"DON GIOVANNI" - 9. September 2009

Das "Dramma giocoso" "Don Giovanni" ist an der Grenze zwischen todernstem Drama und liederlicher Zwiespältigkeit. Regisseur Sven-Eric BECHTOLF hat sichtlich eine gewisse Ehrfurcht vor Da Pontes Libretto und noch mehr vor Mozarts Musik. Er beruft sich im Programm auf Kierkegaard und macht einige Bemerkungen über die Zeitlosigkeit des Werks und der Typisierung der Personen und stellt mehrere Fragen: "Kann man das inszenieren?" und beantwortet sie alle mit "Nein" oder "Kaum". Man fragt sich, weshalb er die Inszenierung überhaupt unternommen hat!

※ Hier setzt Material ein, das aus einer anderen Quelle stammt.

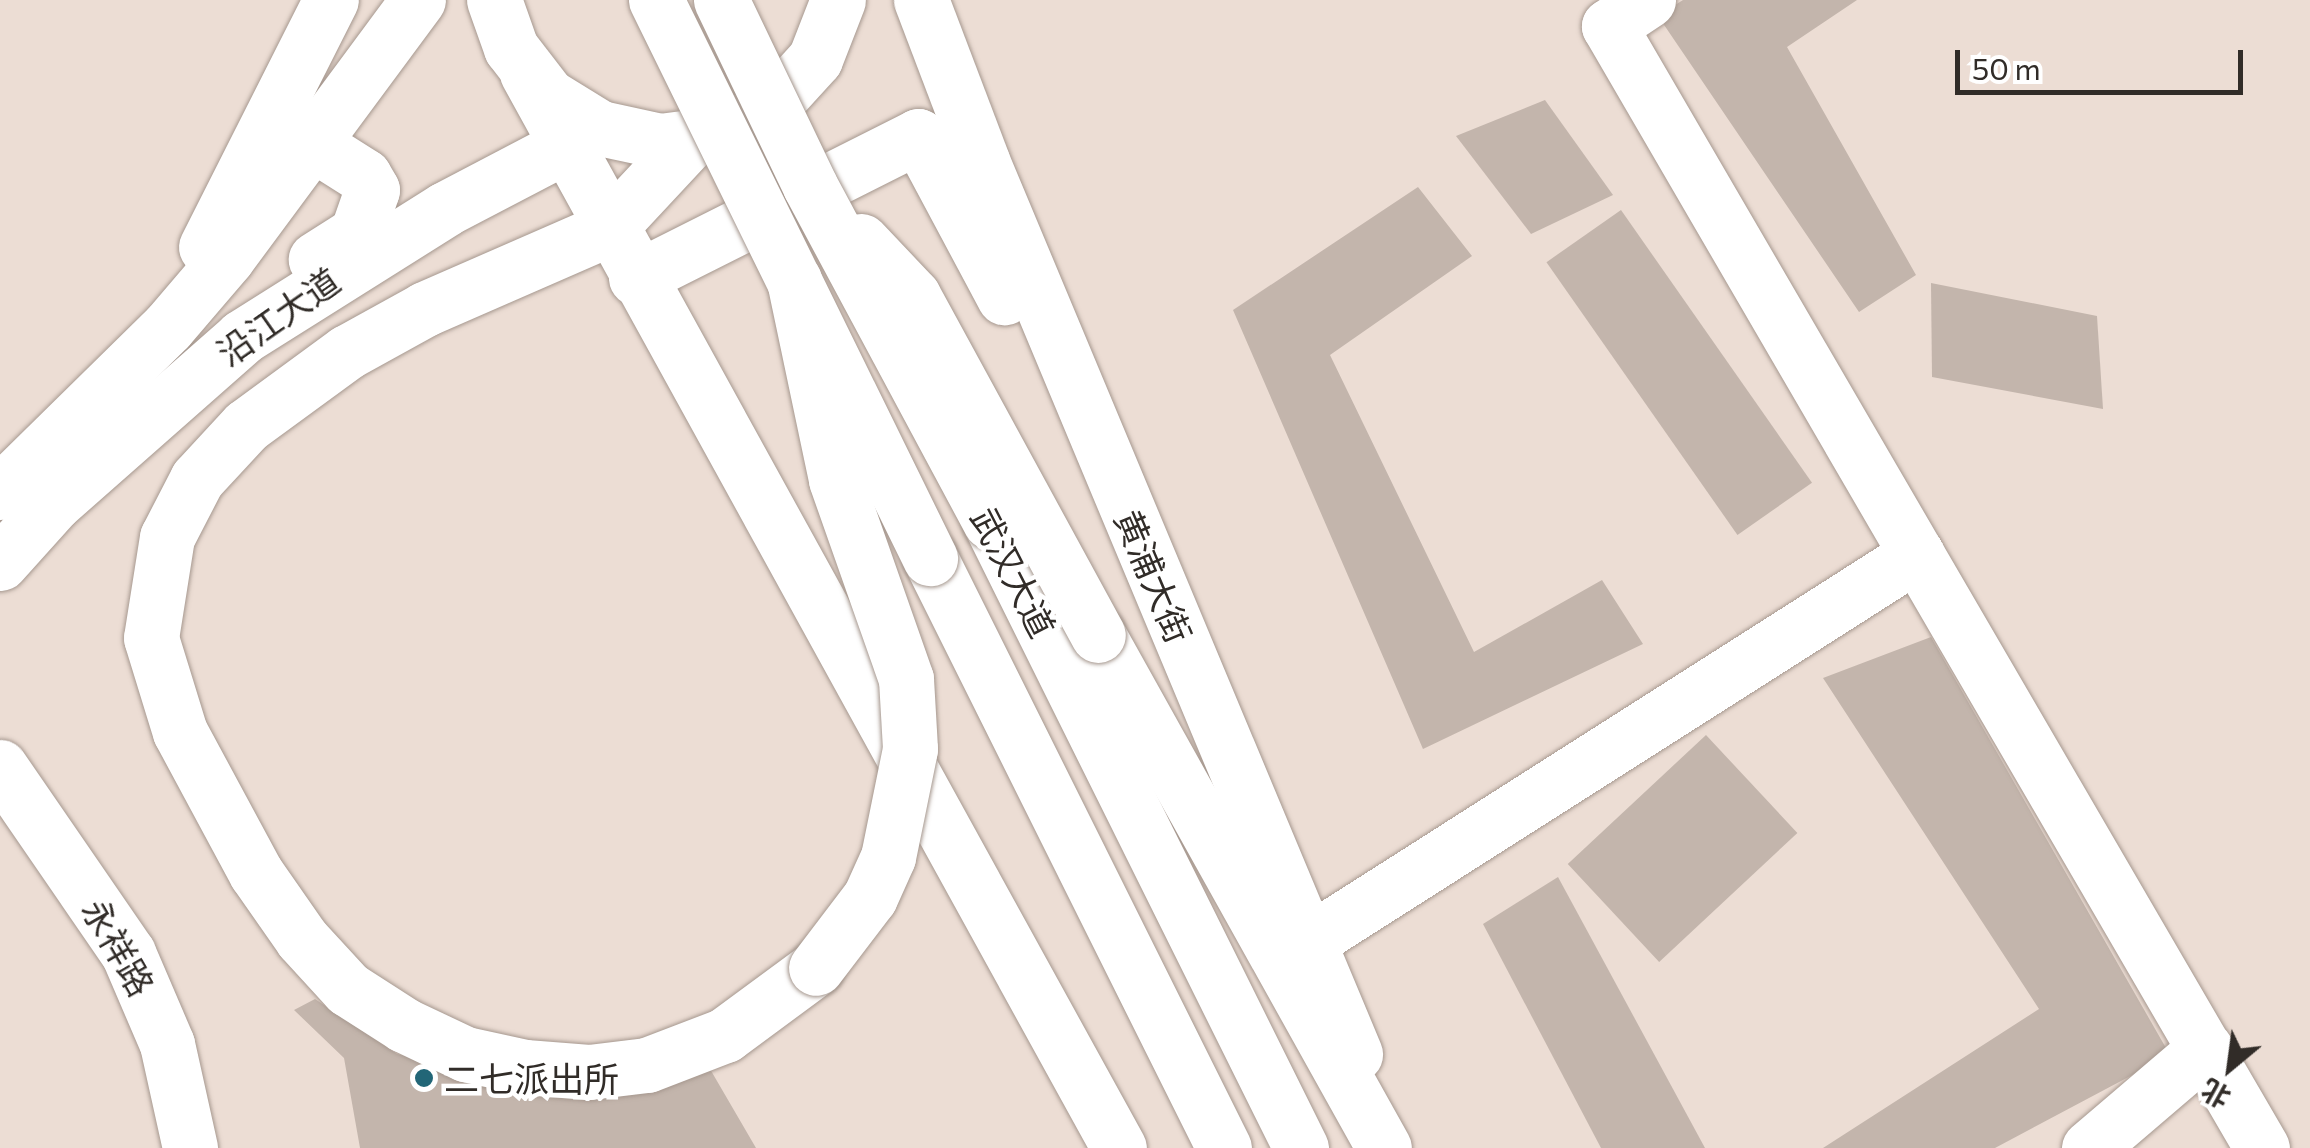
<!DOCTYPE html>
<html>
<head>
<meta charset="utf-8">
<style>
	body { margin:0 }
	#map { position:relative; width:2310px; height:1148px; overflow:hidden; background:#ecddd4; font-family:Commissioner,"Noto Sans SC",sans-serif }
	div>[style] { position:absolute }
	.building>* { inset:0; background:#c3b5ac; transform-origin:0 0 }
	.roads { filter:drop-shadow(0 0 2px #a6988f) drop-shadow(0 0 2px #a6988f) }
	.minor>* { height:55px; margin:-27.5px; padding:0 27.5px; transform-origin:27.5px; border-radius:27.5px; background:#fff }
	.major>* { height:55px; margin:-27.5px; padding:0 27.5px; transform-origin:27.5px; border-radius:27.5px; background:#fff }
	.highway>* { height:55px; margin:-27.5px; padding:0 27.5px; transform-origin:27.5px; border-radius:27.5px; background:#fff }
	.bridges { filter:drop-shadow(0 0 2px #a6988f) drop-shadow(0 0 2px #a6988f) }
	.highway-bridge>* { height:55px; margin:-27.5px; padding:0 27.5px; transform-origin:27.5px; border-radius:27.5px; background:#fff }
	.dots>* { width:28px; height:28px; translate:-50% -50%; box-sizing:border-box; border:5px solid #fff; border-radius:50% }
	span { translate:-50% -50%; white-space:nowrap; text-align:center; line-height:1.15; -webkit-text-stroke:9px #fff; paint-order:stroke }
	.street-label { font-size:35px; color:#312c28 }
	.poi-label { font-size:35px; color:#312c28 }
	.left { translate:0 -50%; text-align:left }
	.north { position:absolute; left:2180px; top:1018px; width:100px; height:100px; -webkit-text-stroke:8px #fff; paint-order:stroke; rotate:209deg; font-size:28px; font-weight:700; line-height:40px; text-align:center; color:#312c28 }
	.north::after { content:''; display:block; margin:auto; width:35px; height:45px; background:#312c28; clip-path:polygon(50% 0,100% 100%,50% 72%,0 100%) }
	.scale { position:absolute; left:1955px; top:50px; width:288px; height:45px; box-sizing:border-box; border:5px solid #312c28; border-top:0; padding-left:12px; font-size:30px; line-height:35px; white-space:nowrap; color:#312c28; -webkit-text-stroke:8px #fff; paint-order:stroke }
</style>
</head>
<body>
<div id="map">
	<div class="building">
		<i style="clip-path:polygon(1683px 0,1857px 0,1787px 47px,1916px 275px,1859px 312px,1658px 16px)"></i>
		<i style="clip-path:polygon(1545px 100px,1613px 195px,1531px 234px,1456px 136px)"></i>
		<i style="clip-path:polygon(1418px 187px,1472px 256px,1330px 355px,1474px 652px,1602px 580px,1643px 644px,1423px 749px,1233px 310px)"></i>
		<i style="left:1621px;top:210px;width:333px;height:91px;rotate:55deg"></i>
		<i style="clip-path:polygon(1931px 283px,2097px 316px,2103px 409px,1932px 377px)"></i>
		<i style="clip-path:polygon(1931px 637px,2170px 1055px,1995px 1148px,1823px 1148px,2039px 1009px,1823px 678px)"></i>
		<i style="left:1706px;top:735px;width:134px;height:189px;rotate:47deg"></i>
		<i style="clip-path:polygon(1558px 877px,1705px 1148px,1601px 1148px,1483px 924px)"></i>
		<i style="clip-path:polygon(315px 999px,397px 1054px,539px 1087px,710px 1069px,756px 1148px,360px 1148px,344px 1058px,294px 1010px)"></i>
	</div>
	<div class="roads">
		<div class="minor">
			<i style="left:1648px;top:0;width:47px;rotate:146.3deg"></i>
			<i style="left:1609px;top:26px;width:1298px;rotate:59.8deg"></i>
			<i style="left:0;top:767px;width:226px;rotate:55.5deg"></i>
			<i style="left:128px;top:953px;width:99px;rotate:66.8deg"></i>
			<i style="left:167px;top:1044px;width:107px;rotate:77.5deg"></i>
			<i style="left:1306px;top:943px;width:724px;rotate:-32.48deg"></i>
			<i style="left:2089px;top:1148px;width:153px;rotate:-40.5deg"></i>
		</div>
		<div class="major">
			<i style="left:494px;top:0;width:51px;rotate:70.5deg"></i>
			<i style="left:511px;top:48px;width:61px;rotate:52.4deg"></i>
			<i style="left:548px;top:96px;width:61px;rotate:31.6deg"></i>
			<i style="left:600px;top:128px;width:61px;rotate:12.2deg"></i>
			<i style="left:660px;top:141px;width:62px;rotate:-7.5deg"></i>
			<i style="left:721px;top:133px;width:60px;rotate:-28.7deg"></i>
			<i style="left:774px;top:104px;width:61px;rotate:-47.7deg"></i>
			<i style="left:815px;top:59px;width:63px;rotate:-68.7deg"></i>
			<i style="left:921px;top:0;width:172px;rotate:69.2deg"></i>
			<i style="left:982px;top:161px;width:968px;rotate:67.33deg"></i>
			<i style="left:527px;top:73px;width:1227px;rotate:61.16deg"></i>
			<i style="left:315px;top:145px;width:58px;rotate:32.3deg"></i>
			<i style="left:364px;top:176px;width:16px;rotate:60deg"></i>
			<i style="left:372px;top:190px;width:46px;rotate:109.2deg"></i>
			<i style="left:357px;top:233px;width:49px;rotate:147.6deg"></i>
			<i style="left:206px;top:247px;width:277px;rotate:-63.2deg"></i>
			<i style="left:636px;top:278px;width:316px;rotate:-26.7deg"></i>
			<i style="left:918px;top:136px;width:183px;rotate:61.9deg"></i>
			<i style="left:0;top:492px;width:235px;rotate:-44.5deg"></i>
			<i style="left:168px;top:327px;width:91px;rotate:-49.5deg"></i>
			<i style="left:227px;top:258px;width:321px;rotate:-53.5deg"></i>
			<i style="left:0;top:563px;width:81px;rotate:-48deg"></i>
			<i style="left:54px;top:503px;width:251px;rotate:-41.4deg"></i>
			<i style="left:242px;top:337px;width:240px;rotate:-32.2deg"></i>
			<i style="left:445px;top:209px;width:175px;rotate:-27.6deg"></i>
		</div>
		<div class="highway">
			<i style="left:691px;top:140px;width:122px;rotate:133deg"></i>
			<i style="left:608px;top:229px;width:200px;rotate:156.4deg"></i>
			<i style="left:425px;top:309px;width:89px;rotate:151.1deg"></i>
			<i style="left:347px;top:352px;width:125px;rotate:143.8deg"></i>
			<i style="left:246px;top:426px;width:72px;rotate:132.8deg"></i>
			<i style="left:197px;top:479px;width:65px;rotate:117.3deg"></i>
			<i style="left:167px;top:537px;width:102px;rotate:99deg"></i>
			<i style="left:151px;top:638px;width:98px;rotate:72.9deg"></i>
			<i style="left:180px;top:732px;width:160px;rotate:61.7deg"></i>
			<i style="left:256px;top:873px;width:80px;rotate:55.1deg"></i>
			<i style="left:302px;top:939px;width:68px;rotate:47.4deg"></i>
			<i style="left:348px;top:989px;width:67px;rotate:32.7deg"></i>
			<i style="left:404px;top:1025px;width:68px;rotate:25.4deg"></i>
			<i style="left:465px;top:1054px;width:61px;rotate:12.2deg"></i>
			<i style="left:525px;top:1067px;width:64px;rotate:4.5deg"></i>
			<i style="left:589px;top:1072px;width:58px;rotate:-6.9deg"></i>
			<i style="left:647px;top:1065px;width:84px;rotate:-21deg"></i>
			<i style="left:725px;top:1035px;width:113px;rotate:-36.4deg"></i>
			<i style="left:990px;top:522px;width:699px;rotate:63.58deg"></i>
			<i style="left:930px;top:558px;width:659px;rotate:63.51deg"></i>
			<i style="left:1098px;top:635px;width:587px;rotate:60.86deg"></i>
		</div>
	</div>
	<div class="bridges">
		<div class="highway-bridge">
			<i style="left:656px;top:0;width:622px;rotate:63.85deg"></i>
			<i style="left:721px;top:0;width:206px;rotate:64.4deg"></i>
			<i style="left:810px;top:186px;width:381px;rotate:61.8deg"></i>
			<i style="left:861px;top:241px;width:76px;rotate:46.6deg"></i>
			<i style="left:913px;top:296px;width:386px;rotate:61.4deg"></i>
			<i style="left:794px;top:280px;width:204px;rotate:78.1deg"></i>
			<i style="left:836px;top:480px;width:211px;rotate:70.6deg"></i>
			<i style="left:906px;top:679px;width:70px;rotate:86.7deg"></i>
			<i style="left:910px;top:749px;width:110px;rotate:101.5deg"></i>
			<i style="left:888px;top:857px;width:44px;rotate:114.2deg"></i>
			<i style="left:870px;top:897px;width:89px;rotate:127.3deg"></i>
		</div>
	</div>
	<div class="dots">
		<i style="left:424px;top:1078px;background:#267"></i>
	</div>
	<div class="street-label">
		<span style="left:278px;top:316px;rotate:-35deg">沿江大道</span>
		<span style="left:1014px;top:572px;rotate:63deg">武汉大道</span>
		<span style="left:1154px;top:576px;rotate:67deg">黄浦大街</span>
		<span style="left:119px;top:947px;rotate:60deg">永祥路</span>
	</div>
	<div class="poi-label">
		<span class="left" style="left:444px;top:1078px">二七派出所</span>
	</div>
	<div class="north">北</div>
	<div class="scale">50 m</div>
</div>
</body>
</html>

Daher ist die Verlegung der Handlung in eine Mafia-Gesellschaft, wo immer einige Herren in weißen oder schwarzen Smokings und offenen Messern und leicht geschürzte Damen herumlaufen, eher lächerlich. Bechtolf sind zu allem Überfluß auch einige schwere Schnitzer unterlaufen: Donna Anna singt ihre Rachearie "Or sei chi l'onore" wie angeschraubt auf einer Plüschbank, turnt dann herunter und ist noch auf der Bühne, wenn Don Ottavio das Rezitativ seiner Arie beginnt; Zerlina singt "Batti, batti, mio Masetto" alleine in dürftiger Kleidung und Masetto erscheint erst am Ende der Arie.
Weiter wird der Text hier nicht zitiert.